───── DATA SECTION ─────

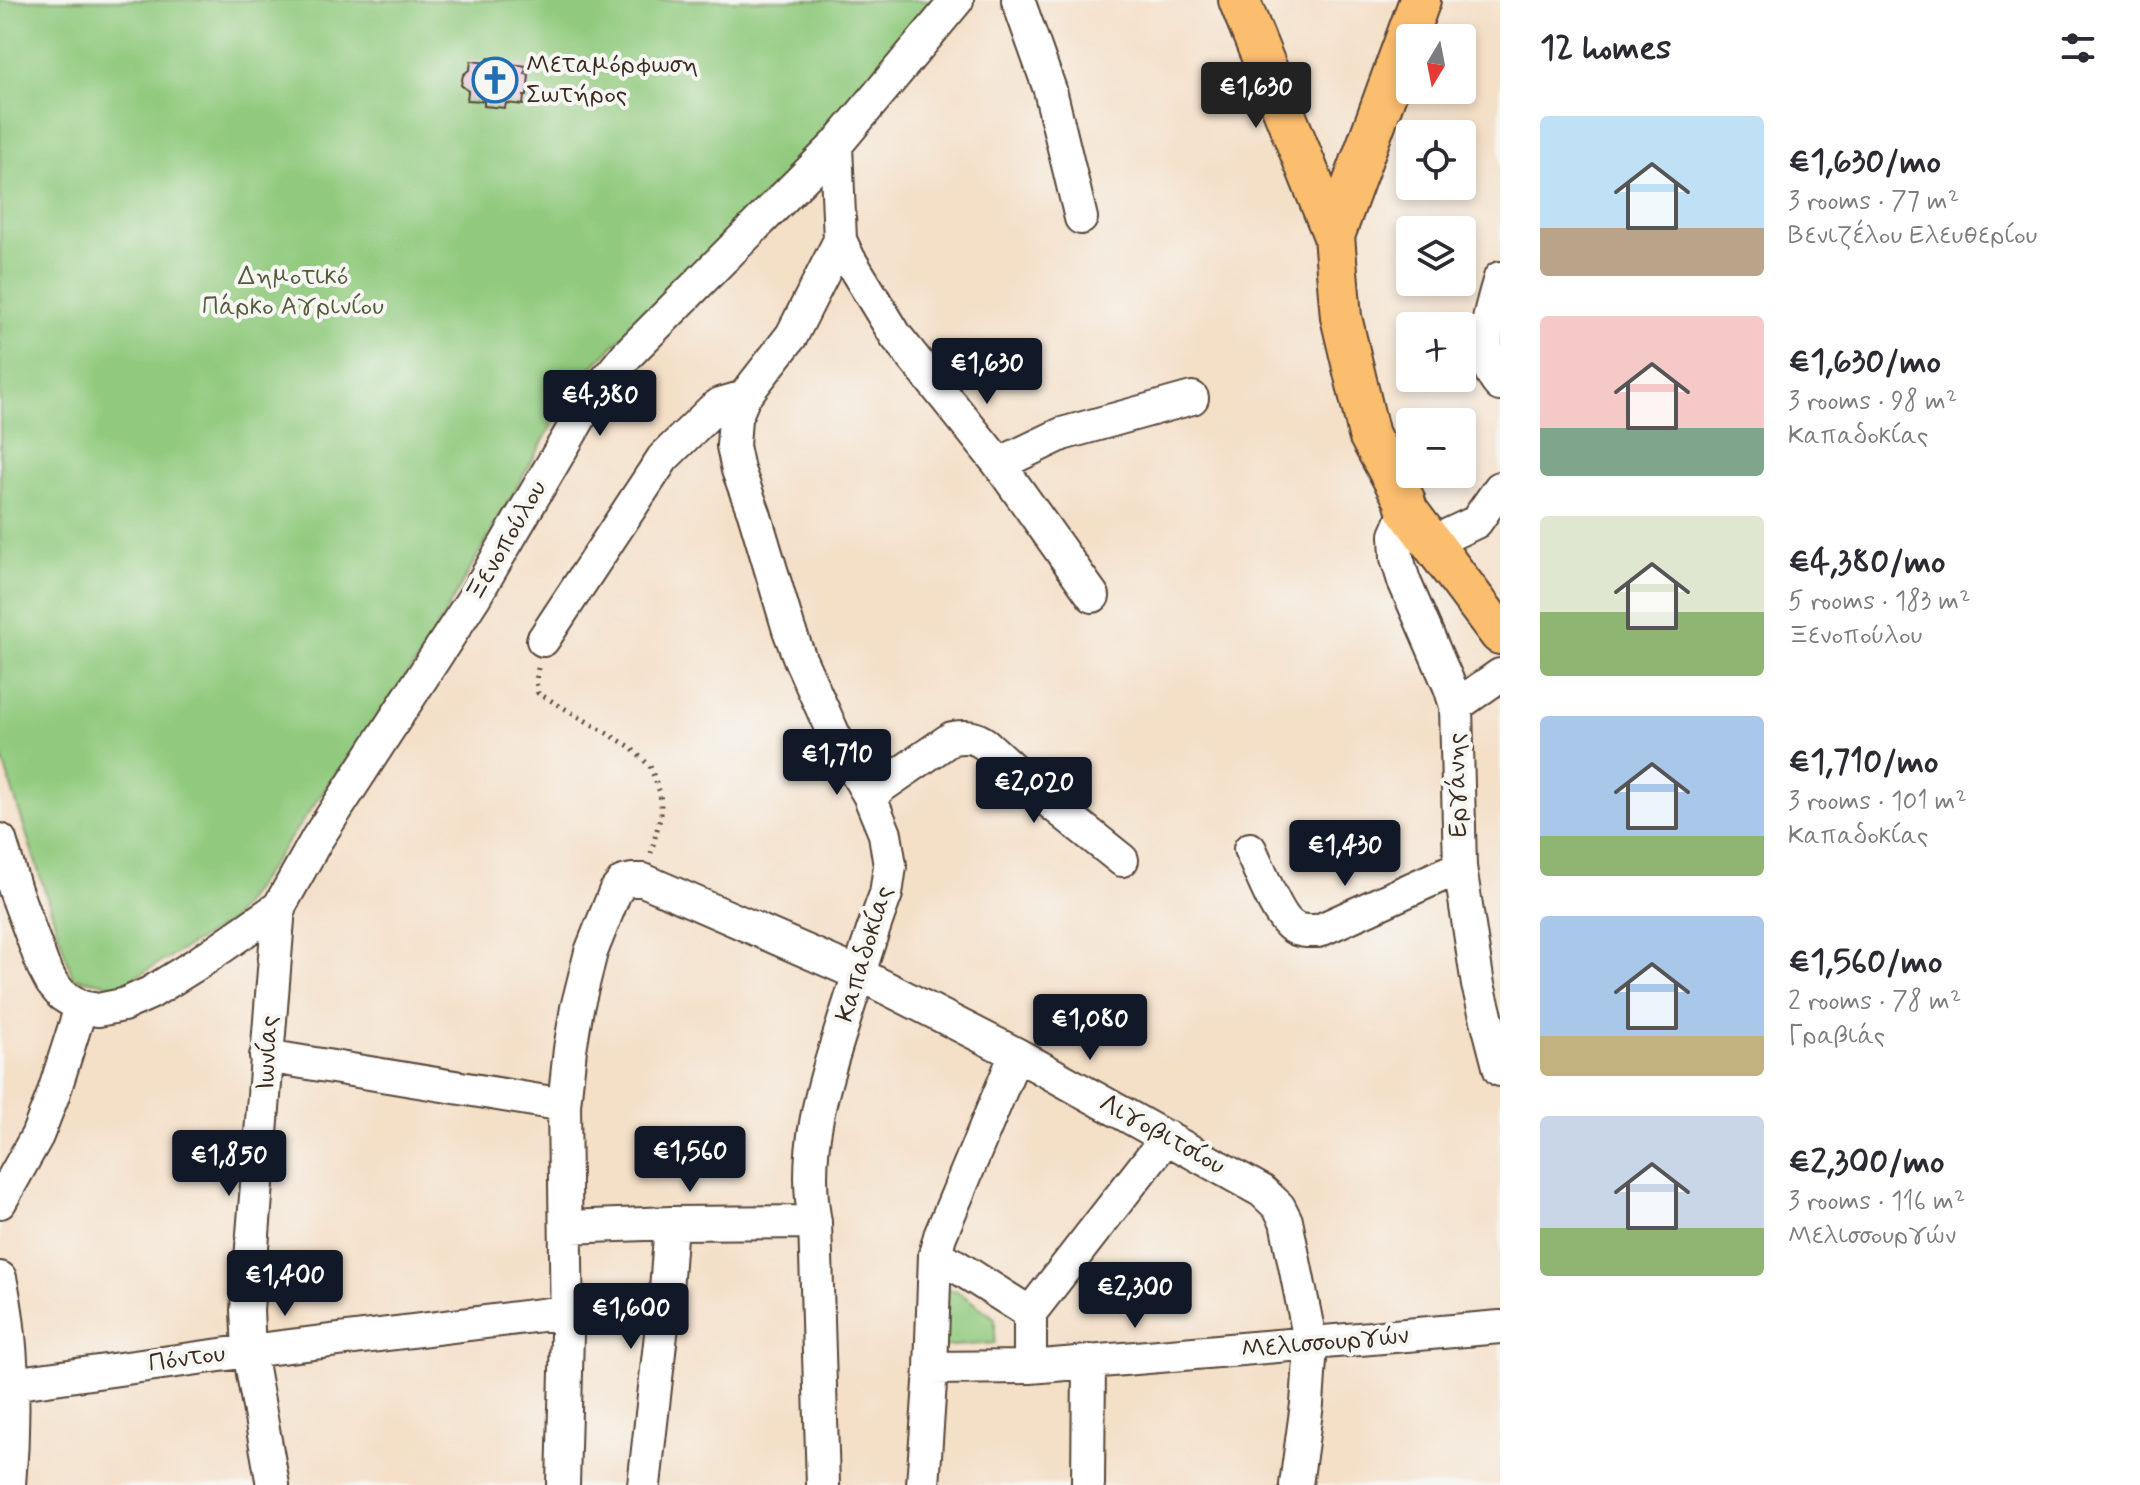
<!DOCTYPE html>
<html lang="en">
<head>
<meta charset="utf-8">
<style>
  :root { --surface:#fff; --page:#f7f7f7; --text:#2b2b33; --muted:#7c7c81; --accent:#111827 }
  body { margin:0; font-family:Mynerve,sans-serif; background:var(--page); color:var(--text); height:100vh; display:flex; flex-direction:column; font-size:30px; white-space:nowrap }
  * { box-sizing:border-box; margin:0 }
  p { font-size:26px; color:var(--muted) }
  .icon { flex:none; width:44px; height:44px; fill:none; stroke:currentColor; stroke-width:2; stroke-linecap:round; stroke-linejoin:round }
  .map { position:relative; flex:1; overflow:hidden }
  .panel { display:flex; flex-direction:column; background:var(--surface); width:640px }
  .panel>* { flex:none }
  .needle { width:52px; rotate:190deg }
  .buttons { position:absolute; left:1396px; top:24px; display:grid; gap:16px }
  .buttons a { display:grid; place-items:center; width:80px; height:80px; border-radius:8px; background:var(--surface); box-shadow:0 4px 12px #0003; font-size:40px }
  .price { position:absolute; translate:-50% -68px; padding:0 18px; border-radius:8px; background:var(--accent); color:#fff; font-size:26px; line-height:52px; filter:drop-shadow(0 2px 4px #0008) }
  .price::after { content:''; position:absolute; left:50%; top:48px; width:24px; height:18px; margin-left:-12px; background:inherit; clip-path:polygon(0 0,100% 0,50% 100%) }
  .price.current { background:#222; color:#fff }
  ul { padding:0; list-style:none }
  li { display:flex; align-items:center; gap:24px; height:200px; padding:0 40px }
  li span { display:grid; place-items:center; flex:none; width:224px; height:160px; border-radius:8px; color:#555 }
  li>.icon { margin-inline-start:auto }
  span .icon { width:96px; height:96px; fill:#fffc; stroke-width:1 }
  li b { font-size:34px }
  h2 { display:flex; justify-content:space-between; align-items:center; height:96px; padding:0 40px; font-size:34px }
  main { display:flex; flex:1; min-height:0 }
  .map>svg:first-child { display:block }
  .green { fill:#91ca7e; stroke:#667a4e; stroke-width:2 }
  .building { fill:#e2aad3 }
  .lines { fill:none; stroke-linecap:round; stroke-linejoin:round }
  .minor-casing { stroke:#574537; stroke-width:36 }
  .major-casing { stroke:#574537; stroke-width:44 }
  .path { stroke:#574537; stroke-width:5; stroke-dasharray:2 6; stroke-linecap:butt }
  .minor { stroke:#fff; stroke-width:32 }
  .major { stroke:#fbbd6e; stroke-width:40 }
  .labels { text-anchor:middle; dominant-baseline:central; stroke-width:8; stroke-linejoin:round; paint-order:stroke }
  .poi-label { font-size:26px; fill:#3b2a1e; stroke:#f6f6f2; text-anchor:start }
  .park-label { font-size:26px; fill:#555a3b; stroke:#f6f6f2 }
  .street-label { font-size:26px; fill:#3b2a1e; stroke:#f6f6f2 }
</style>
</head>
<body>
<main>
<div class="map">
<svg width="1500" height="1485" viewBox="0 0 1500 1485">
  <rect width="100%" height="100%" fill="#f6f6f2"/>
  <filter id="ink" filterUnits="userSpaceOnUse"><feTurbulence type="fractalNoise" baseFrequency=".0125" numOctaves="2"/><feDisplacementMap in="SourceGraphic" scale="16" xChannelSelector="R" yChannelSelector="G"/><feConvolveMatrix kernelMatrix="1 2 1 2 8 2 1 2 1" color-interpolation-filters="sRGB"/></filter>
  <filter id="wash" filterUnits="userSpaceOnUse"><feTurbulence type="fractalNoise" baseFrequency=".006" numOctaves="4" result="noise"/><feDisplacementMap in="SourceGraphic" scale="32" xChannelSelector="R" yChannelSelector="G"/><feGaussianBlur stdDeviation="1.8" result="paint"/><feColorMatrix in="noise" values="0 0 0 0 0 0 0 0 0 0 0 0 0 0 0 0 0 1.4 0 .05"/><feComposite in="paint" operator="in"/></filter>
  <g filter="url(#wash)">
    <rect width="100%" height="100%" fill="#f4dfc7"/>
    <path class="green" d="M0 0H942L823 137 576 383 422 654 231 921 120 986 73 978 0 752Z
      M948 1289 957 1291 995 1318V1343L940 1347Z"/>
    <g id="blocks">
      <path class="building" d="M488 58 510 61 509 64 526 66 525 74 529 75 527 96H524L523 105 506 103 505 108 484 106V101L467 100 468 91 461 85 463 75 470 69 471 61 488 63Z"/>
    </g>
  </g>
  <g filter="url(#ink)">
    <use href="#blocks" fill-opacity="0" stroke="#574537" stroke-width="2"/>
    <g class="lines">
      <g class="minor-casing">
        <path id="minor" d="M1018 0 1050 90 1081 218
          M840 240 849 259 896 336 999 464 1093 596
          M1500 278C1491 309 1474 357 1500 385
          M999 464 1062 434 1192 398
          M1407 510 1396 535 1397 558 1404 581 1450 687 1456 706 1460 867 1478 985 1500 1070
          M1431 543 1476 522 1500 488
          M543 640 663 458 712 410 720 404 744 397
          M1456 706 1500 675
          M869 795 952 738C965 736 974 736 985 744L1041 795 1122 860
          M0 840 15 890 43 966 52 983 62 995 81 1007 98 1010 123 1005 150 993 200 962 279 907 317 839 475 596 590 400 627 355 836 145 957 0
          M1250 849C1259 868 1277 918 1293 927 1300 932 1310 931 1318 931L1460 867
          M266 1056 564 1105
          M0 1202 37 1136 53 1095 81 1007
          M566 1227 671 1223 815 1222
          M935 1255 956 1266 1030 1313
          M0 1278C14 1341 15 1420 9 1485
          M1030 1367V1313L1167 1137
          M931 1368 935 1255 940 1236 1016 1054
          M0 1381 11 1384 249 1351 566 1312
          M273 1485 249 1351 247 1310 279 907
          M563 1485 567 1334 564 1105 570 1049 577 1008 591 952 615 892 623 882 632 880H643L859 974 1016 1054 1262 1191 1279 1207 1286 1221 1311 1345 1307 1404 1296 1485
          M644 1485 666 1290 671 1223
          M823 1485 815 1222C801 1145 826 1078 849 1005 861 968 872 930 886 894L890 866 885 834 869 795 834 735 800 659 789 630 754 513 738 470 733 446 735 418 744 397 792 335 840 240 836 145
          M923 1485 931 1368 1030 1367 1500 1327
          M1088 1485 1089 1361"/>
      </g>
      <g class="major-casing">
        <path id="major" d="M1239 0 1334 236 1341 317 1369 435 1404 499 1407 510 1500 634
          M1334 236 1420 0"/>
      </g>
      <path class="path" d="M538 668 536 681 538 693 629 746 650 766 660 793 661 804V814L651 853"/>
      <use href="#minor" class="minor"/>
      <use href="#major" class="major"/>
    </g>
  </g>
  <defs>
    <g id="church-ring" transform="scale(2.3)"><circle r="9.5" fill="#f6f6f2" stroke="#1f6fb2" stroke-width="1.5"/><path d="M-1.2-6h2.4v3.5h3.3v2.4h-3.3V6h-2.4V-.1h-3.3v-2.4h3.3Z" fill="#1f6fb2"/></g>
  </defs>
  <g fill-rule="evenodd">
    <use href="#church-ring" x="495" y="80"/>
  </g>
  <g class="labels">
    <g class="poi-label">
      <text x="526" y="65">Μεταμόρφωση<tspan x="526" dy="30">Σωτήρος</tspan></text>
    </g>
    <g class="park-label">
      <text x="293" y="277">Δημοτικό<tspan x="293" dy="30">Πάρκο Αγρινίου</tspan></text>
    </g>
    <g class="street-label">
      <text transform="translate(507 541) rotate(-60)">Ξενοπούλου</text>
      <text transform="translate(1458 785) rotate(-91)">Εργάνης</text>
      <text transform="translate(865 954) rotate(-73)">Καπαδοκίας</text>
      <text transform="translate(268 1053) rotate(-87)">Ιωνίας</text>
      <text transform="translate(1162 1135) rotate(29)">Λιγοβιτσίου</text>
      <text transform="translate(1325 1343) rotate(-5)">Μελισσουργών</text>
      <text transform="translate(187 1359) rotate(-8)">Πόντου</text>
    </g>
  </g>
</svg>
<div class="buttons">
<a><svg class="needle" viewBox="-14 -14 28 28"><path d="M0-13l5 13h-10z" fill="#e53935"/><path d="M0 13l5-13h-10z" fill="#7c7c81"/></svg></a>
<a><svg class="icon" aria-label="locate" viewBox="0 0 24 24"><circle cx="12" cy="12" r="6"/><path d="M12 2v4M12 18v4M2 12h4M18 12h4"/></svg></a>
<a><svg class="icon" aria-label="layers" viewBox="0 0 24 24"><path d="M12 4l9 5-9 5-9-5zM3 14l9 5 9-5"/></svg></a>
<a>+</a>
<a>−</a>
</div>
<b class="price current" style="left:1256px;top:130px">€1,630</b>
<b class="price" style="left:987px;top:406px">€1,630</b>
<b class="price" style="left:600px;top:438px">€4,380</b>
<b class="price" style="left:837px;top:797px">€1,710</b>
<b class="price" style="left:1034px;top:825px">€2,020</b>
<b class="price" style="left:1345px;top:888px">€1,430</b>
<b class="price" style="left:1090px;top:1062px">€1,080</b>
<b class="price" style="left:690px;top:1194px">€1,560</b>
<b class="price" style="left:229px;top:1198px">€1,850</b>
<b class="price" style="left:285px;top:1318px">€1,400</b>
<b class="price" style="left:1135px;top:1330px">€2,300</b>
<b class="price" style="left:631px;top:1351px">€1,600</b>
</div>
<section class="panel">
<h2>12 homes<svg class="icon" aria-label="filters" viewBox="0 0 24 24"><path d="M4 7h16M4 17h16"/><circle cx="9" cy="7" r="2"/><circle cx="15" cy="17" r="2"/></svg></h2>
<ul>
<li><span style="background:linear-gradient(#bfe0f5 70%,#b9a48a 0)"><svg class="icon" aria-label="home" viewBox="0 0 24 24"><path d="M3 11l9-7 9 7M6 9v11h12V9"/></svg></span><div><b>€1,630/mo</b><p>3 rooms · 77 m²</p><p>Βενιζέλου Ελευθερίου</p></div></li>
<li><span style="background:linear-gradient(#f6c9c9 70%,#7fa58c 0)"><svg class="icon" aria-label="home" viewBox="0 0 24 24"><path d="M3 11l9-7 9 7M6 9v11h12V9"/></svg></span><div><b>€1,630/mo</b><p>3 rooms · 98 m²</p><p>Καπαδοκίας</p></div></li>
<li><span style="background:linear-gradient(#dfe7d0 60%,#8fb573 0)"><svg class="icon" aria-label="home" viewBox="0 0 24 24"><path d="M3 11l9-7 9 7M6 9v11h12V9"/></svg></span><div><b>€4,380/mo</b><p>5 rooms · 183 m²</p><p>Ξενοπούλου</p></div></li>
<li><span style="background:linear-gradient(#a9c7e8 75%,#8fb573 0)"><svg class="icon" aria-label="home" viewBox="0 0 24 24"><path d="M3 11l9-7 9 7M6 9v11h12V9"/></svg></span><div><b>€1,710/mo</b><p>3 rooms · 101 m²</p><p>Καπαδοκίας</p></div></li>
<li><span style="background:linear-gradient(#a9c7e8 75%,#c2b280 0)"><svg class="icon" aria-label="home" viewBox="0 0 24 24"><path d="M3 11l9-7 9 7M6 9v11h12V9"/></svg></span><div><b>€1,560/mo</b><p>2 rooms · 78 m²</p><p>Γραβιάς</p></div></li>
<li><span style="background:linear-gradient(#c9d6e8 70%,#8fb573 0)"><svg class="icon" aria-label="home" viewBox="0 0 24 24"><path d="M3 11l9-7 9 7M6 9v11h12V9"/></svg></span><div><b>€2,300/mo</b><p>3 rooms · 116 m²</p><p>Μελισσουργών</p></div></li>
</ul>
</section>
</main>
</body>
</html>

─────

■ ASSIGNED TASK
Check each line of the records above for the string "lines", and report every line that has it.

■ EXERCISE RESULT
  .lines { fill:none; stroke-linecap:round; stroke-linejoin:round }
    <g class="lines">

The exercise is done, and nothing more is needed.